**Problem to work on**
Retype the lines from the first one in the records down to the line containing "--surface:#fff; --page:#f2f2f3; --text:#2b2b33;", counting both, and leave out any pictures.

**Data listing**
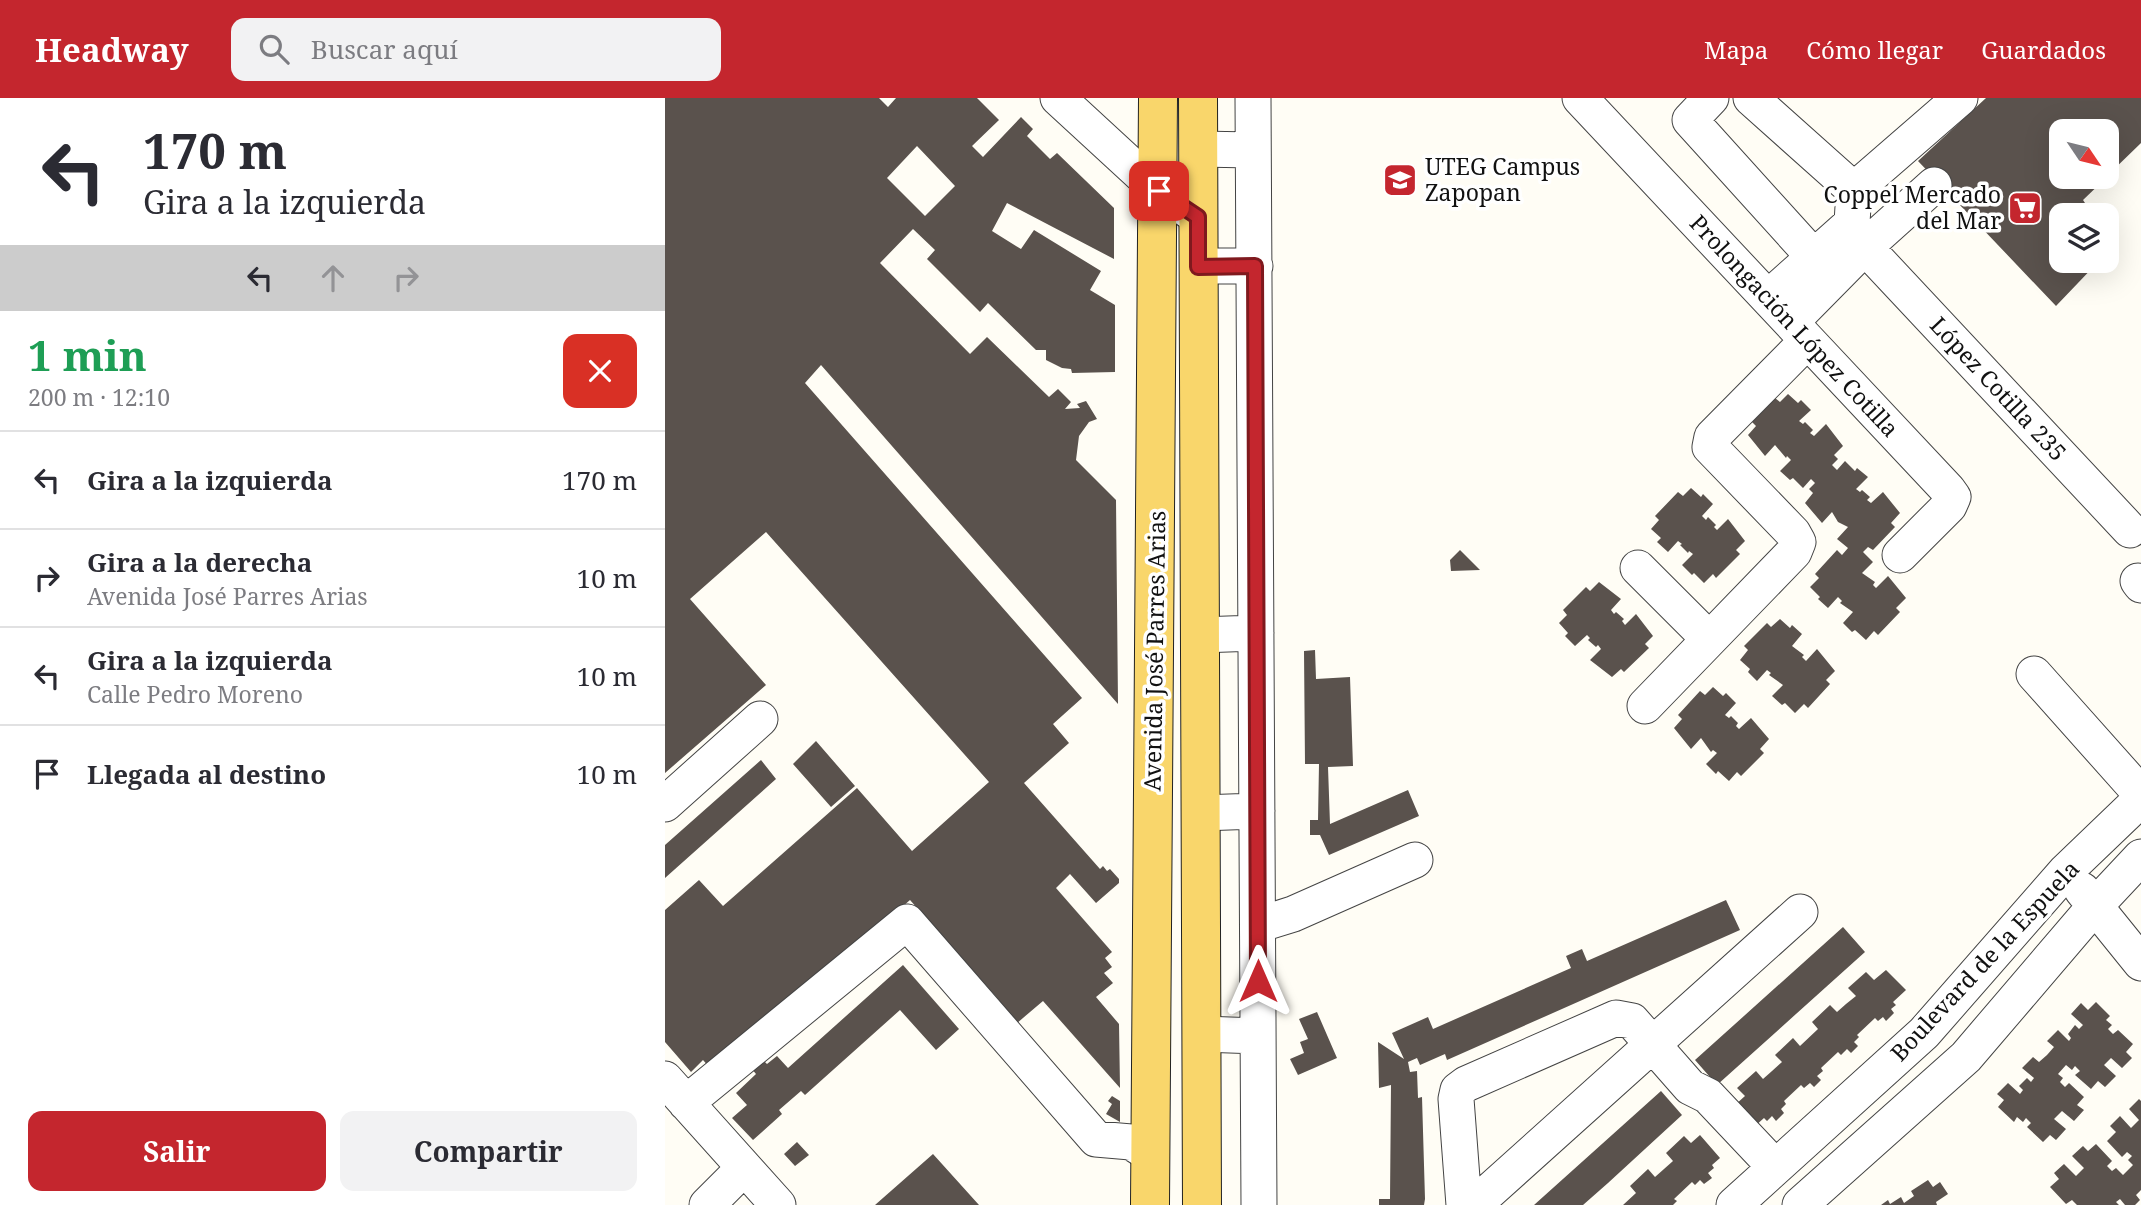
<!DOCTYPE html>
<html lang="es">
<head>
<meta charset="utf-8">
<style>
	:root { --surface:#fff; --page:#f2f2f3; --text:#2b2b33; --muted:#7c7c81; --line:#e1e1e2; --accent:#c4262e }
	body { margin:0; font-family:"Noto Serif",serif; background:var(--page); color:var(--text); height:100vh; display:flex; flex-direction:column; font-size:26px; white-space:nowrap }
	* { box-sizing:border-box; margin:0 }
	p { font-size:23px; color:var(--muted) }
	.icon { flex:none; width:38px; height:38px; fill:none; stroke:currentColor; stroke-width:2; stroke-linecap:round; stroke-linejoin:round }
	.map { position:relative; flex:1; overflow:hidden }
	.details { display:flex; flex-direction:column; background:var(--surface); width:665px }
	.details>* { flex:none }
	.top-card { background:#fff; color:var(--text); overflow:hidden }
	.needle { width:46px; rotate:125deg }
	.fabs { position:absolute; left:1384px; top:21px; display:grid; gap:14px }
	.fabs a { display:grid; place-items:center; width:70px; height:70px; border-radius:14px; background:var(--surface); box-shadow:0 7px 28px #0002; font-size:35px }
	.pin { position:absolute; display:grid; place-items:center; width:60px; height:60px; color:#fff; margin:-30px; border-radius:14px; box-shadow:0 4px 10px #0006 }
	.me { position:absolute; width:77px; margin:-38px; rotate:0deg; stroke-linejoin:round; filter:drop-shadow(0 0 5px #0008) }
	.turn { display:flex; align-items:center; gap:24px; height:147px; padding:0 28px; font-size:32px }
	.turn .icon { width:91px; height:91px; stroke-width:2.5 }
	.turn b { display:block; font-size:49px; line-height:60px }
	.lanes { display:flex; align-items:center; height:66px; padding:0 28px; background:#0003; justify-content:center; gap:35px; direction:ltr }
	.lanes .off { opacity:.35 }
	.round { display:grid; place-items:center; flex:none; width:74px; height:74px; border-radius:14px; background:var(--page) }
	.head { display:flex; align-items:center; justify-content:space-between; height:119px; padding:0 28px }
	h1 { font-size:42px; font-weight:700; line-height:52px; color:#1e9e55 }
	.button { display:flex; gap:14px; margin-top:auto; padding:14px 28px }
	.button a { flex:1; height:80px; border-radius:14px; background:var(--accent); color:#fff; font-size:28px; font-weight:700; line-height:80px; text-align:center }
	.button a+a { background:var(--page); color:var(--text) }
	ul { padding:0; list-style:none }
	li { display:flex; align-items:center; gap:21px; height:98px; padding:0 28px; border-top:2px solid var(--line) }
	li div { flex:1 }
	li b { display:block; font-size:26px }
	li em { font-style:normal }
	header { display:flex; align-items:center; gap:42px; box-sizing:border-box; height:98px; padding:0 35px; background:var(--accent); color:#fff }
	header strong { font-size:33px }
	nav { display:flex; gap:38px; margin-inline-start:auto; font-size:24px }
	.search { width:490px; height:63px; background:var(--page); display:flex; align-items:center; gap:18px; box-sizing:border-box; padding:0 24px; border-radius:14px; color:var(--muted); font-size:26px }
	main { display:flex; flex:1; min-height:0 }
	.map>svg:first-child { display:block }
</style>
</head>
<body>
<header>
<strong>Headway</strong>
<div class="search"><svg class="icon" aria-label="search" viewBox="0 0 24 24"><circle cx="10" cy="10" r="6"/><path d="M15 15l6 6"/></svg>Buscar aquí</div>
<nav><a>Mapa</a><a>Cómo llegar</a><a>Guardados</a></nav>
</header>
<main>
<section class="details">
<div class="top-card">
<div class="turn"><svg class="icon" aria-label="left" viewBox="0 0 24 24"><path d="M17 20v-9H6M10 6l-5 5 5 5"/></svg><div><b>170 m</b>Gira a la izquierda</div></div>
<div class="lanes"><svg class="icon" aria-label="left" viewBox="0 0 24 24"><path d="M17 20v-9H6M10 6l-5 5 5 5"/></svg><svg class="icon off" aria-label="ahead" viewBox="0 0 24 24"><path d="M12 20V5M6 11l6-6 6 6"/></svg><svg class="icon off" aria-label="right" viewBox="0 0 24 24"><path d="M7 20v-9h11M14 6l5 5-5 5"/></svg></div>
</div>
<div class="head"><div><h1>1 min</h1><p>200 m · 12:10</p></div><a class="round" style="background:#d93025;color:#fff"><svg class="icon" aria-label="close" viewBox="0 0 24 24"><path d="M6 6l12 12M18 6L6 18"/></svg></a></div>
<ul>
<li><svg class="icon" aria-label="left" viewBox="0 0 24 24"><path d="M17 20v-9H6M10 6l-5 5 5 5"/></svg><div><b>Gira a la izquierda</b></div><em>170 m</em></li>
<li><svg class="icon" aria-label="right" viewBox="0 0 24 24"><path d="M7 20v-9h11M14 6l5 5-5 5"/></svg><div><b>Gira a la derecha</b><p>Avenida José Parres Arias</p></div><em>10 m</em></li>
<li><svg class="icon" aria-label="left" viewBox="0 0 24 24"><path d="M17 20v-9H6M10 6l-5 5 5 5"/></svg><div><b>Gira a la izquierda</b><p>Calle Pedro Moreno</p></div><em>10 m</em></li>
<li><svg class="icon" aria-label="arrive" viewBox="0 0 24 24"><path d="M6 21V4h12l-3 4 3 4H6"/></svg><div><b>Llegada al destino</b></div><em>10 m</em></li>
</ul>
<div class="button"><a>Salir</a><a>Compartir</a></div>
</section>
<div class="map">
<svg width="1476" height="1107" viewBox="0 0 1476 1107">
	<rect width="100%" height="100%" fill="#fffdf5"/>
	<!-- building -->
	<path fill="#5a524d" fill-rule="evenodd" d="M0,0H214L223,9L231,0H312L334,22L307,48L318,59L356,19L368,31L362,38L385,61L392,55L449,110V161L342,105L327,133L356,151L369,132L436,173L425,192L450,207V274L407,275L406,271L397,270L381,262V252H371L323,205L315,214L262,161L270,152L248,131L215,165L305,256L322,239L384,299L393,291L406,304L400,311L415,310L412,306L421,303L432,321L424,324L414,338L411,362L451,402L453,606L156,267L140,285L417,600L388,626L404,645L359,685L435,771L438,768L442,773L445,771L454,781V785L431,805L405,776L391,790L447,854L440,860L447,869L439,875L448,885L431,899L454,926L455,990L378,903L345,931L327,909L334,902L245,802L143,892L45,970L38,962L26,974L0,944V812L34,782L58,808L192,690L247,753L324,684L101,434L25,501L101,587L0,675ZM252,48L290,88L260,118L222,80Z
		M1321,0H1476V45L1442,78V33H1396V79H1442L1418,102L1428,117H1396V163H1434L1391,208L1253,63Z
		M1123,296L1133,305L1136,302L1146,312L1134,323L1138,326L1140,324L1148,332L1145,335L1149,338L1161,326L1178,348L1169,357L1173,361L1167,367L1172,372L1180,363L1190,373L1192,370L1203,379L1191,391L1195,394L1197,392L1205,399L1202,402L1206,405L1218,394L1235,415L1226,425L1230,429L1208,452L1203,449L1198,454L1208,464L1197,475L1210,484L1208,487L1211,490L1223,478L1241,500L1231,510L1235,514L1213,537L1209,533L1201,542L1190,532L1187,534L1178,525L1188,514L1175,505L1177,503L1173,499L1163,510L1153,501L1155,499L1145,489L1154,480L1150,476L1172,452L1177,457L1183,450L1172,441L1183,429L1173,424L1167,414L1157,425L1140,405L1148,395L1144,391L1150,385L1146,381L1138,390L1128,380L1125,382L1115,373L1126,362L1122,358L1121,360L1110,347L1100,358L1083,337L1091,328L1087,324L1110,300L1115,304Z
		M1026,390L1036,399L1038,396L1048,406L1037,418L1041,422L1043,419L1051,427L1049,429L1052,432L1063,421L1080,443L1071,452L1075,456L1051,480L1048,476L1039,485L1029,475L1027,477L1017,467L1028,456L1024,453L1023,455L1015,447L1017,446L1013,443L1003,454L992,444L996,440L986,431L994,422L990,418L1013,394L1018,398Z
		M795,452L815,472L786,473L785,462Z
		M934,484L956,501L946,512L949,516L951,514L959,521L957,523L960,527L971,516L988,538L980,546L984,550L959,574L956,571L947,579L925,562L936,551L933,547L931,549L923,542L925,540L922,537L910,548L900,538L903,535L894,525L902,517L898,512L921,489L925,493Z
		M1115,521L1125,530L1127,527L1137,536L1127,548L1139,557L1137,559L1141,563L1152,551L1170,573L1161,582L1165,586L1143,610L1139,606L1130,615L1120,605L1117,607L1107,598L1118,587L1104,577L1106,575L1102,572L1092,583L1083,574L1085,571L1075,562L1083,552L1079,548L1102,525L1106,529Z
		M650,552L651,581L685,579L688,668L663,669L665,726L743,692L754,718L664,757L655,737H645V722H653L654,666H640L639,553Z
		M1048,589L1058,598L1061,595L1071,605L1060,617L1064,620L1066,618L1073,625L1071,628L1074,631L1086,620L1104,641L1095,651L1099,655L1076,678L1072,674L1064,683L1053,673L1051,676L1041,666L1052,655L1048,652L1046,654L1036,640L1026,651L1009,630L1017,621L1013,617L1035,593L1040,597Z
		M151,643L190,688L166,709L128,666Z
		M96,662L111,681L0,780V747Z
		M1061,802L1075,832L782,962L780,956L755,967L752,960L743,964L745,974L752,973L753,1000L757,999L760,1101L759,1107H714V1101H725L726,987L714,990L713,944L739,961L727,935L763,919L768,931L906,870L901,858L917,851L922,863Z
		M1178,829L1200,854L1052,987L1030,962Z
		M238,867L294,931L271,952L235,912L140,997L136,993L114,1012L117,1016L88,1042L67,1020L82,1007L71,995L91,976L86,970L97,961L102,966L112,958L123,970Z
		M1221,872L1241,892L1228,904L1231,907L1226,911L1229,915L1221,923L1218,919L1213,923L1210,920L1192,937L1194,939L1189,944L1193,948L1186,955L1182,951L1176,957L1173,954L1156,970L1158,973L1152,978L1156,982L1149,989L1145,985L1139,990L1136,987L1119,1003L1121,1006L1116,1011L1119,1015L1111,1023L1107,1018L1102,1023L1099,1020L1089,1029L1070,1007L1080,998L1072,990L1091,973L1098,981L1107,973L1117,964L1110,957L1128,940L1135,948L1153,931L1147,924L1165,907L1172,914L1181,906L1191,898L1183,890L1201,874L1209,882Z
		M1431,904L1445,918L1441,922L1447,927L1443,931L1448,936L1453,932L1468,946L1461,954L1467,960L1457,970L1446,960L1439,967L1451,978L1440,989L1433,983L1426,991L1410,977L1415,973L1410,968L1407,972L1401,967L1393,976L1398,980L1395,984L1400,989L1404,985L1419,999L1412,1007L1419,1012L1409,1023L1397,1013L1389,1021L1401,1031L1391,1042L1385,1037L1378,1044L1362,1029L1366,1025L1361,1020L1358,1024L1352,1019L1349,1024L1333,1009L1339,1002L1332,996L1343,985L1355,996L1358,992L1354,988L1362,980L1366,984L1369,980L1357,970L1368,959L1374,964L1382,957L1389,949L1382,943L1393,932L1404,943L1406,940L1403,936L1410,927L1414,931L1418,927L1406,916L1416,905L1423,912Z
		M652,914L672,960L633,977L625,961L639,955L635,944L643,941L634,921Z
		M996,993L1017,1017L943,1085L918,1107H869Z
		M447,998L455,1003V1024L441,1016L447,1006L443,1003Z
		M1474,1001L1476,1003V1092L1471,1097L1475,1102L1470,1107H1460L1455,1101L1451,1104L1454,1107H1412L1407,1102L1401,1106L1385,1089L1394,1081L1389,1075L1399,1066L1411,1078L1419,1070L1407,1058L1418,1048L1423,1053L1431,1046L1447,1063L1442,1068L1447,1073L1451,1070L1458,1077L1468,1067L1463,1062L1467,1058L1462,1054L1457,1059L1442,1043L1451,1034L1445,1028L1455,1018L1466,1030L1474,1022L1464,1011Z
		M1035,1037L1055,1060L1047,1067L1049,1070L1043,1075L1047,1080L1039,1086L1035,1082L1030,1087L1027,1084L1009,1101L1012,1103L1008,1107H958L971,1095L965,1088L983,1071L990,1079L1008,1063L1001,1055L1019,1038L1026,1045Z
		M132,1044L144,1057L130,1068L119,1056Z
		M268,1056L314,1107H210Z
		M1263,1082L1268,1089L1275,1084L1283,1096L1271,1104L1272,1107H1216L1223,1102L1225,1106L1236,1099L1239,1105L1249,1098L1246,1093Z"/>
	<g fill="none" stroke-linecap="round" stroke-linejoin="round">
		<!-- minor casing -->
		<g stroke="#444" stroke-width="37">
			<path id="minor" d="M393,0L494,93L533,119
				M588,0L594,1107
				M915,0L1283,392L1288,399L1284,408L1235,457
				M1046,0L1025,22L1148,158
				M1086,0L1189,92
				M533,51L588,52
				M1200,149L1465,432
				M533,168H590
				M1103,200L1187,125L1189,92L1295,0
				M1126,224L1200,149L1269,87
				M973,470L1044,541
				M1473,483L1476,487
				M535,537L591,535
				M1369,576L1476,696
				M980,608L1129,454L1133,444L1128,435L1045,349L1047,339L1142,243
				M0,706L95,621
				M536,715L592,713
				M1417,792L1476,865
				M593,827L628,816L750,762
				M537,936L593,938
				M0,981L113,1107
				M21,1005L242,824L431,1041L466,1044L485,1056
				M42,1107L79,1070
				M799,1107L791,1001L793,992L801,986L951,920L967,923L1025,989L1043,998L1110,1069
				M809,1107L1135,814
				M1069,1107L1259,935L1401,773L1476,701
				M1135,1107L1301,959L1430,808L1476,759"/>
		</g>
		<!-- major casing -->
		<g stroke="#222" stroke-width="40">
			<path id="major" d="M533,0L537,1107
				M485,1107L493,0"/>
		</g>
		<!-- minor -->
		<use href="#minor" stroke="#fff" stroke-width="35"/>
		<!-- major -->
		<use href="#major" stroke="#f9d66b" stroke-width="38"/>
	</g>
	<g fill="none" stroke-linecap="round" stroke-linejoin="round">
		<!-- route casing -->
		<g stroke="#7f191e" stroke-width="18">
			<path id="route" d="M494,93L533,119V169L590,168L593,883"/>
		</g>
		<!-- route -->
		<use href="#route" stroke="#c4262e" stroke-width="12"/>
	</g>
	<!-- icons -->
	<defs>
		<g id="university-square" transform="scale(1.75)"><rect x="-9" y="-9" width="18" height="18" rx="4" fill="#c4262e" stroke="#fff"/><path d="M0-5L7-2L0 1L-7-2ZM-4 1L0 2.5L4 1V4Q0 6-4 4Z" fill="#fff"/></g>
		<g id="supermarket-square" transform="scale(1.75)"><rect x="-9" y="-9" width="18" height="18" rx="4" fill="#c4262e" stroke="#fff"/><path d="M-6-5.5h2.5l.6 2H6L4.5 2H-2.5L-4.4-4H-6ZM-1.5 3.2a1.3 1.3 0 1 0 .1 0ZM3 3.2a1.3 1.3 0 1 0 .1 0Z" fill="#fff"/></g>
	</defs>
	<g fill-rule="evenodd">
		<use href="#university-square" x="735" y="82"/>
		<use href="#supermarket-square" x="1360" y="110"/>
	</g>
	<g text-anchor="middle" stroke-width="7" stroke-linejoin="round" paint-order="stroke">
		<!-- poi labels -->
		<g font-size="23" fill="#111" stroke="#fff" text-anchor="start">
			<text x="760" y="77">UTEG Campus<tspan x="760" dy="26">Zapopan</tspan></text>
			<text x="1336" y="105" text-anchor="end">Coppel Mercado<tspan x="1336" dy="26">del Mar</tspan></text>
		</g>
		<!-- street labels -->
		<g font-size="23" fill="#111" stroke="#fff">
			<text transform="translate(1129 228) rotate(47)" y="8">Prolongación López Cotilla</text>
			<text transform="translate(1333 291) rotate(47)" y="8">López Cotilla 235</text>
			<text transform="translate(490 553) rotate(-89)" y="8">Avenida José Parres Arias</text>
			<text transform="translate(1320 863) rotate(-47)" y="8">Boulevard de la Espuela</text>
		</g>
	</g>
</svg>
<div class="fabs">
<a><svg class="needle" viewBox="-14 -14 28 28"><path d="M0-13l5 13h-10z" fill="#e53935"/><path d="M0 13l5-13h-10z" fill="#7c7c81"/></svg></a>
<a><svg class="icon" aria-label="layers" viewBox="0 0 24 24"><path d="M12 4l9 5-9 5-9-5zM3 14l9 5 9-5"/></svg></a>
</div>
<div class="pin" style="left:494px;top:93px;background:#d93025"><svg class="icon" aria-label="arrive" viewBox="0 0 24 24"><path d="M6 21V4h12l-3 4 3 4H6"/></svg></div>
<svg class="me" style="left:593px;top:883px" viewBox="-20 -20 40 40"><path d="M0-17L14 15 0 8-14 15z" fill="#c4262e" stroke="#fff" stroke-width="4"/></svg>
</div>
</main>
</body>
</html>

**Solved problem**
<!DOCTYPE html>
<html lang="es">
<head>
<meta charset="utf-8">
<style>
	:root { --surface:#fff; --page:#f2f2f3; --text:#2b2b33; --muted:#7c7c81; --line:#e1e1e2; --accent:#c4262e }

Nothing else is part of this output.